EXERCISE GOAL: Find every line containing the string "canvas" in the data below, and report how many there are, with no other words.

DATASET RECORDS:
--------------------------------------------------
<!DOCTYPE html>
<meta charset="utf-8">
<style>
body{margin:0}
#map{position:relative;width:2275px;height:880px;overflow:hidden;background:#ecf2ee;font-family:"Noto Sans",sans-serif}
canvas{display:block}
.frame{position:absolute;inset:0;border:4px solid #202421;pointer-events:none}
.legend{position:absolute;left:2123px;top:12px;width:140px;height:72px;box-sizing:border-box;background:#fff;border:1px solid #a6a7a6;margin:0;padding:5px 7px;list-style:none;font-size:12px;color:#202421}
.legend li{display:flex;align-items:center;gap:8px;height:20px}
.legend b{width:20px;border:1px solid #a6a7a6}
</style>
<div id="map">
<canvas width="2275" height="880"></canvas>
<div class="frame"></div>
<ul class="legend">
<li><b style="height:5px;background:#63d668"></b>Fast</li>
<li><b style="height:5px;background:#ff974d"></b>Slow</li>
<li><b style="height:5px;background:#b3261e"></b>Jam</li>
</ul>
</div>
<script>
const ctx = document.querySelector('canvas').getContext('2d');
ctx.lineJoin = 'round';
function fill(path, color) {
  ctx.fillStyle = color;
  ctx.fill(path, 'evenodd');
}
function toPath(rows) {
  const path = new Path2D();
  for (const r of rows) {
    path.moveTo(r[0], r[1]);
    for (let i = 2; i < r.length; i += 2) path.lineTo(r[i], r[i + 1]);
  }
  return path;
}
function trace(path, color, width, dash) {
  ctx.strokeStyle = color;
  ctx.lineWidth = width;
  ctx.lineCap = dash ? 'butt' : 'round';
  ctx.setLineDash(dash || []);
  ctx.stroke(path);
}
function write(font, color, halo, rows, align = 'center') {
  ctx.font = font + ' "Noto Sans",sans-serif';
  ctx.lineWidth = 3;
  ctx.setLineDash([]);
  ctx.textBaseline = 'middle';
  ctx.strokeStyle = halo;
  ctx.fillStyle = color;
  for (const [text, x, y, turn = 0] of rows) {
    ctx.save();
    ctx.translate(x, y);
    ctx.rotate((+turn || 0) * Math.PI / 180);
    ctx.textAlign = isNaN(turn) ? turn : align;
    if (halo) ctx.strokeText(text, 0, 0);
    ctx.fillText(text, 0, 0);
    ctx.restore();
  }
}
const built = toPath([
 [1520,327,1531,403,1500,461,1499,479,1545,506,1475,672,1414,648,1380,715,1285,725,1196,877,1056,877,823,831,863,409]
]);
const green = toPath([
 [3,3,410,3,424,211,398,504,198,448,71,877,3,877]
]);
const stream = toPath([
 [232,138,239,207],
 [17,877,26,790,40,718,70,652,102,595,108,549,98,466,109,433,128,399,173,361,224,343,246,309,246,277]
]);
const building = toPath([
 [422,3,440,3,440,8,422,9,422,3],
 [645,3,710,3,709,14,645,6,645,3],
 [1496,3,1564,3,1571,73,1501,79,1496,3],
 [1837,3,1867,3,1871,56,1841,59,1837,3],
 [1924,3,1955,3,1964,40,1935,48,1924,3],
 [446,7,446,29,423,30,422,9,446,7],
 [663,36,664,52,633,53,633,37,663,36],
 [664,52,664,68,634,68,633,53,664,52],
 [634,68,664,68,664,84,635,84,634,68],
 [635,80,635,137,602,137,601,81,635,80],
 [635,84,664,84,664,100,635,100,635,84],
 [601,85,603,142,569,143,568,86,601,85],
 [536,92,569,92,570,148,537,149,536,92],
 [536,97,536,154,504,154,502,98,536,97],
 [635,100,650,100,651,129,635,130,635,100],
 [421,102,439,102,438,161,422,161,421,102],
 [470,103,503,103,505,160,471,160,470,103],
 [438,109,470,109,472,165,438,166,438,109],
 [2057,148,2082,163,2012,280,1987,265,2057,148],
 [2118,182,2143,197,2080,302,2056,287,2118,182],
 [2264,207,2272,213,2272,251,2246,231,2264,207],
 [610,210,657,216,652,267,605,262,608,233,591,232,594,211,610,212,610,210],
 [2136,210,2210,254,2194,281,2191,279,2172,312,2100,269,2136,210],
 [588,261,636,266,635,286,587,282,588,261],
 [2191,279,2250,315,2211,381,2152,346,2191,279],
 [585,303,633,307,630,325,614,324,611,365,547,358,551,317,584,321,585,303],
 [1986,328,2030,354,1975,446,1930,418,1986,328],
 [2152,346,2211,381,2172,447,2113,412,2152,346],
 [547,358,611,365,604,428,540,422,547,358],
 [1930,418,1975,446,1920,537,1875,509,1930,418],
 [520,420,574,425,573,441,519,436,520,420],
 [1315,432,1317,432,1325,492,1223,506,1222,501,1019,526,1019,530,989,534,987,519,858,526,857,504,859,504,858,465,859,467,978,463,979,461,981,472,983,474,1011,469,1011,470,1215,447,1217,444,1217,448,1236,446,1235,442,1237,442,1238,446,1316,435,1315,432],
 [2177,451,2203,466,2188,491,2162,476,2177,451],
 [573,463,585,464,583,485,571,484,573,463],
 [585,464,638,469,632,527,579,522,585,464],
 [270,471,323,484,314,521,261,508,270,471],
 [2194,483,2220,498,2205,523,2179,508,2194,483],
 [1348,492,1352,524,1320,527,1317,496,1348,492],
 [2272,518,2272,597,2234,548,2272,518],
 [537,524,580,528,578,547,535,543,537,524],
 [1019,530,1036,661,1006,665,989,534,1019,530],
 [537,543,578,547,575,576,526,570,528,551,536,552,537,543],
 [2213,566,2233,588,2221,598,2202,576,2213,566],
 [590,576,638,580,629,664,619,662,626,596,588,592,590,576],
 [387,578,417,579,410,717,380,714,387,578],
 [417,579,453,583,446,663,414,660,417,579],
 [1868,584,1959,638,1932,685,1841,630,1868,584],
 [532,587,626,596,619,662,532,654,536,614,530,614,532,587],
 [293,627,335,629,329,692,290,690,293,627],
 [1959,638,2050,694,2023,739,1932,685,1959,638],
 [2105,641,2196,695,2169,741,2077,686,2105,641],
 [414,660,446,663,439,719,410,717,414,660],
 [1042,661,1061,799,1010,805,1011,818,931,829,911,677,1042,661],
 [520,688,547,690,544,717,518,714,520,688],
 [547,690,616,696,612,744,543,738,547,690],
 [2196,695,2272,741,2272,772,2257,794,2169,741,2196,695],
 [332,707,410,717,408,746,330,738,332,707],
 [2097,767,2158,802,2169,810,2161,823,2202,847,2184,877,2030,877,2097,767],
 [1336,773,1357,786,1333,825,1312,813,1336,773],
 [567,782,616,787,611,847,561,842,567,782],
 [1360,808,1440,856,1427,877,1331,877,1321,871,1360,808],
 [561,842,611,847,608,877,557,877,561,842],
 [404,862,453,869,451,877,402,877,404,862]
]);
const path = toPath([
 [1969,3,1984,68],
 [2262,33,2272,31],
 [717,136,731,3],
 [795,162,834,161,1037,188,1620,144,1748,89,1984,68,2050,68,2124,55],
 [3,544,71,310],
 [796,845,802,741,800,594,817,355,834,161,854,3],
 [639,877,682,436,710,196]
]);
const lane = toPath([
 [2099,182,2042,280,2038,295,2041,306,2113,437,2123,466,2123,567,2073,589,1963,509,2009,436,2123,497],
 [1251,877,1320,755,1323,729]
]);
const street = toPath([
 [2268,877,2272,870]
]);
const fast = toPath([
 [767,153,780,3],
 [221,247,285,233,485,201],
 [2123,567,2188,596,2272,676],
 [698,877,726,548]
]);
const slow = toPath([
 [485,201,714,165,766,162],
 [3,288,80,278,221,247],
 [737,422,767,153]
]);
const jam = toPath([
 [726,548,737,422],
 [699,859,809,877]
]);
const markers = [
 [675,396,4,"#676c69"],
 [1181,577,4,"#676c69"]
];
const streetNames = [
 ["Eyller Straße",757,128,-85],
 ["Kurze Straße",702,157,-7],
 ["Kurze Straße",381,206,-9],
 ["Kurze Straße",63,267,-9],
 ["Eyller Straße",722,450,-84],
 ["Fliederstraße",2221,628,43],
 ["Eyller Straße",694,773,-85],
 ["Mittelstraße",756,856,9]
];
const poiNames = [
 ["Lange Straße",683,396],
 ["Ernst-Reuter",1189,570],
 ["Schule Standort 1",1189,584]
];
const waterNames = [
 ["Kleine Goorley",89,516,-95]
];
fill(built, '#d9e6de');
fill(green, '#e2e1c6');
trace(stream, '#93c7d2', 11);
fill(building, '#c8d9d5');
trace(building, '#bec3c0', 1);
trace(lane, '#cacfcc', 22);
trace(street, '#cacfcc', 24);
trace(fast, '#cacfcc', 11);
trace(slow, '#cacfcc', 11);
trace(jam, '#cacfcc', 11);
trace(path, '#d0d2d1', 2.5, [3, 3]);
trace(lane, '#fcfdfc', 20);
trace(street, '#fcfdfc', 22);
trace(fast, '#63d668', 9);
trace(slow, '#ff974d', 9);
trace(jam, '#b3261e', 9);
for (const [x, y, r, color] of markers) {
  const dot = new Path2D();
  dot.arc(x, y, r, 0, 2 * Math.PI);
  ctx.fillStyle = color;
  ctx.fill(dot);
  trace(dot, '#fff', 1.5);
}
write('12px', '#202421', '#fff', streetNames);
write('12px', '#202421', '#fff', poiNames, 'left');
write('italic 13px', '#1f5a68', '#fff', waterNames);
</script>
--------------------------------------------------
EXERCISE ANSWER: 3